Sofia estaba a punto de empezar a hablar de nuevo cuando Lavinia la detuvo:
—Venga, estaba bromeando. —Después le regaló una preciosa sonrisa—. En realidad te he invitado aquí porque tengo una sorpresa para ti. —Y sin darle tiempo a replicar, se sacó una entrada del bolsillo.
Sofia se quedó sin palabras.
—Los U2. ¡No me lo puedo creer!
Lavinia estaba muy contenta.
—¿Lo ves? Eres tú la que siempre quiere echarme la bronca…
—¡Porque te lo mereces! ¿Cuándo es el concierto?
—Esta noche.
—Ostras, me lo podrías haber dicho antes.
—Lo sé, pero no estaba segura de poder conseguirlas. ¡No sabes lo que he tenido que hacer!

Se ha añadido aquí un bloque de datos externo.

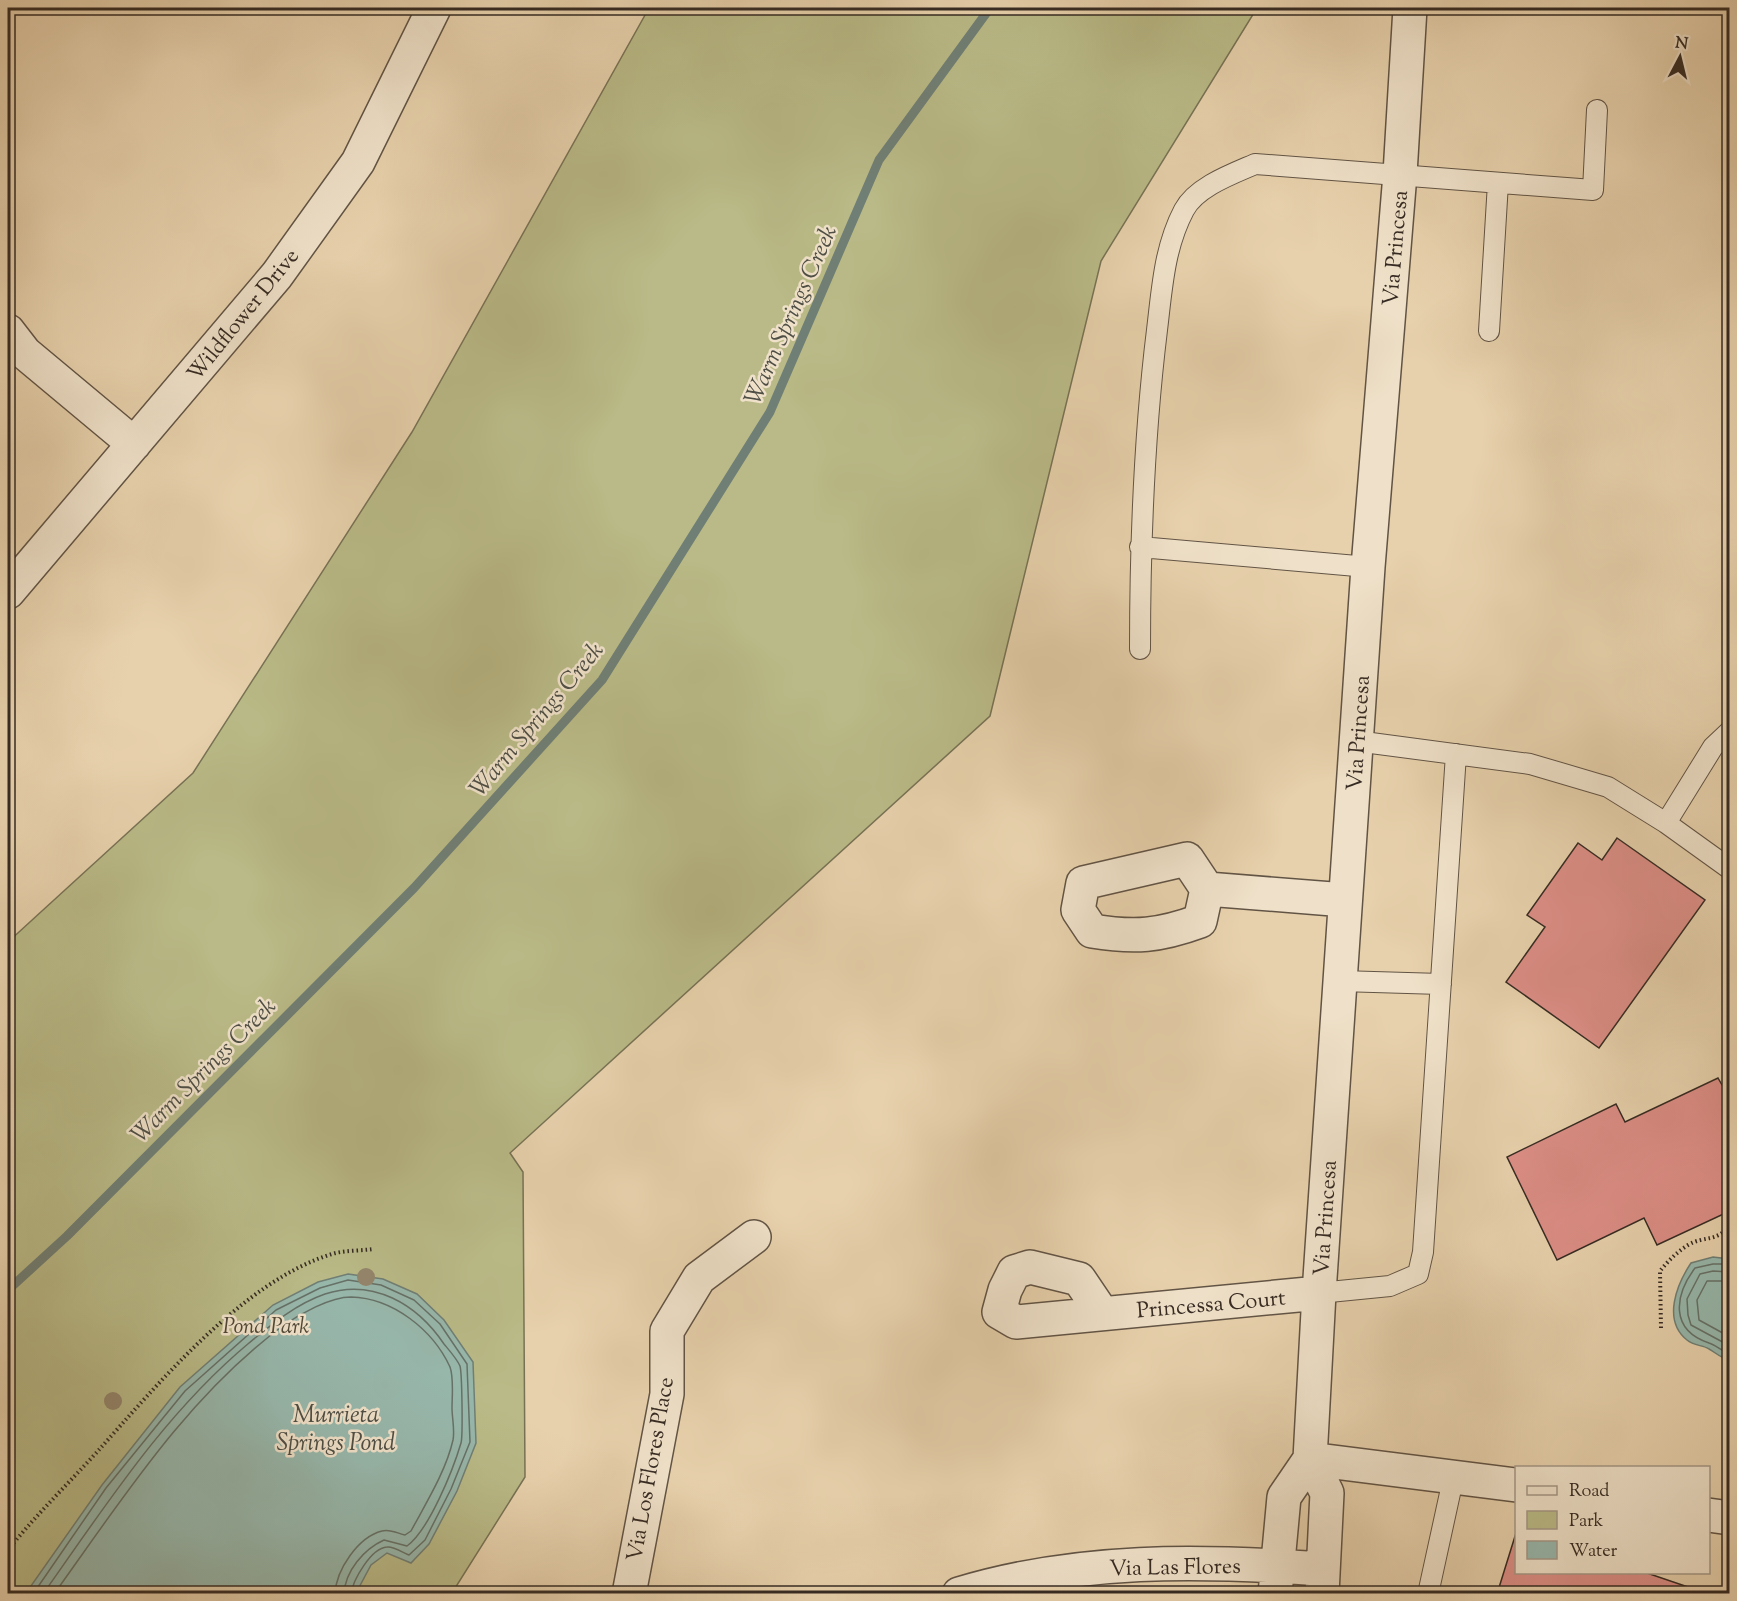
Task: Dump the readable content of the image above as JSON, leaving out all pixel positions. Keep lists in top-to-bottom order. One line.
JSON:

—Podría haber avisado a Andrea, ¿a qué hora es?
—A las nueve. Es perfecto. Venga, te recojo en la iglesia y vamos al concierto como dos quinceañeras.

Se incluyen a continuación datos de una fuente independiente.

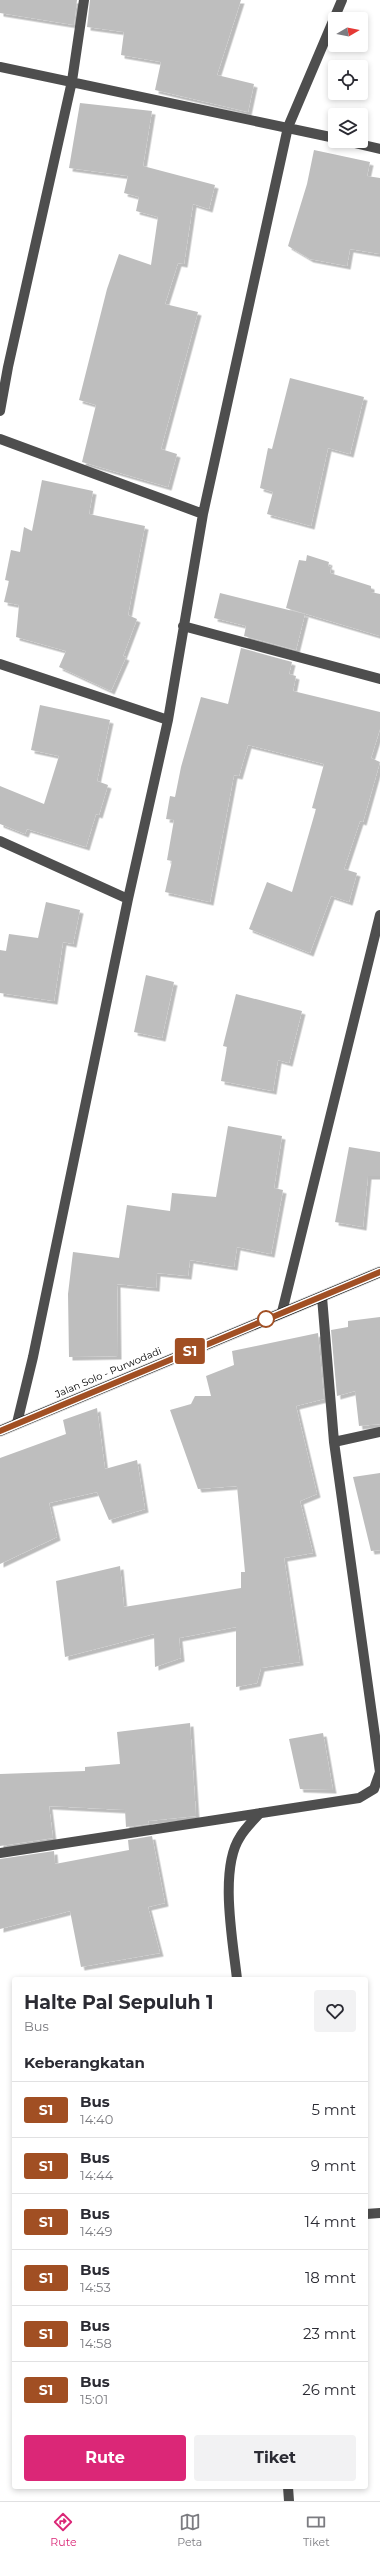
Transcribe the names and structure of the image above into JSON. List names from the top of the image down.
{
  "streets": {
    "main road": ["Jalan Solo - Purwodadi"]
  },
  "lines": ["bus line S1"],
  "north": "right",
  "page": {
    "on_map": "S1",
    "heading": [
      ["Halte Pal Sepuluh 1", "Bus"],
      "Keberangkatan"
    ],
    "list": [
      {
        "mark": "S1",
        "name": "Bus",
        "note": "14:40",
        "value": "5 mnt"
      },
      {
        "mark": "S1",
        "name": "Bus",
        "note": "14:44",
        "value": "9 mnt"
      },
      {
        "mark": "S1",
        "name": "Bus",
        "note": "14:49",
        "value": "14 mnt"
      },
      {
        "mark": "S1",
        "name": "Bus",
        "note": "14:53",
        "value": "18 mnt"
      },
      {
        "mark": "S1",
        "name": "Bus",
        "note": "14:58",
        "value": "23 mnt"
      },
      {
        "mark": "S1",
        "name": "Bus",
        "note": "15:01",
        "value": "26 mnt"
      }
    ],
    "buttons": ["Rute", "Tiket"],
    "tabs": ["Rute", "Peta", "Tiket"]
  }
}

Entonces volvió el camarero.
—¿Y bien? ¿Cómo estaba todo? ¡Pero si no os lo habéis terminado!
—Se nos ha pasado el hambre. ¿Puedes traernos los postres, por favor?
—Como queráis.
Recogió los platos y se alejó.
Sofia buscó el móvil en el bolso y llamó a Andrea.
—Hola, ¿qué haces?
—Estaba trabajando con el ordenador, ¿todo bien?
—Sí, estoy comiendo con Lavinia…
Sofia, al darse cuenta de que Lavinia la estaba observando, se levantó y salió del local. Su amiga bebió un poco de agua y luego contempló a Sofia mientras ésta caminaba arriba y abajo con el móvil puesto en la oreja. Le estaba explicando toda la historia a Andrea, o al menos la que ella creía saber. ¿Cómo iba a reaccionar cuando lo descubriera? Sólo esperaba que no se enfadara demasiado. Tal vez se hubiera equivocado, pero entonces ya era tarde, no podía hacer nada. En aquel mismo momento, Sofia entró y se sentó delante de ella. Era feliz.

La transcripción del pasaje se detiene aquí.